▽

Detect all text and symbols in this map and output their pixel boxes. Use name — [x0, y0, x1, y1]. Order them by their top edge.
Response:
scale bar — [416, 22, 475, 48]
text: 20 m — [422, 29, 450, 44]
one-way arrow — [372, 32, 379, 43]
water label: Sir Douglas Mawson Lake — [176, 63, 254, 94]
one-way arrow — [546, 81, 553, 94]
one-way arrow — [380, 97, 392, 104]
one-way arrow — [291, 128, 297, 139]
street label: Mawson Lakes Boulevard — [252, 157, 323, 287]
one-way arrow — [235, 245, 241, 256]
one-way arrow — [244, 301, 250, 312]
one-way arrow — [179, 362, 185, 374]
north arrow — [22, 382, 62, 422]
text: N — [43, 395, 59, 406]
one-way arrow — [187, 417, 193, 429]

△

> _Try it_:
Write out, please, all of the material above exactly as written.

> _Exercise response_:
Detect all text and symbols in this map and output their pixel boxes. Use name — [x0, y0, x1, y1]. Order them by their top edge.
Response:
scale bar — [416, 22, 475, 48]
text: 20 m — [422, 29, 450, 44]
one-way arrow — [372, 32, 379, 43]
water label: Sir Douglas Mawson Lake — [176, 63, 254, 94]
one-way arrow — [546, 81, 553, 94]
one-way arrow — [380, 97, 392, 104]
one-way arrow — [291, 128, 297, 139]
street label: Mawson Lakes Boulevard — [252, 157, 323, 287]
one-way arrow — [235, 245, 241, 256]
one-way arrow — [244, 301, 250, 312]
one-way arrow — [179, 362, 185, 374]
north arrow — [22, 382, 62, 422]
text: N — [43, 395, 59, 406]
one-way arrow — [187, 417, 193, 429]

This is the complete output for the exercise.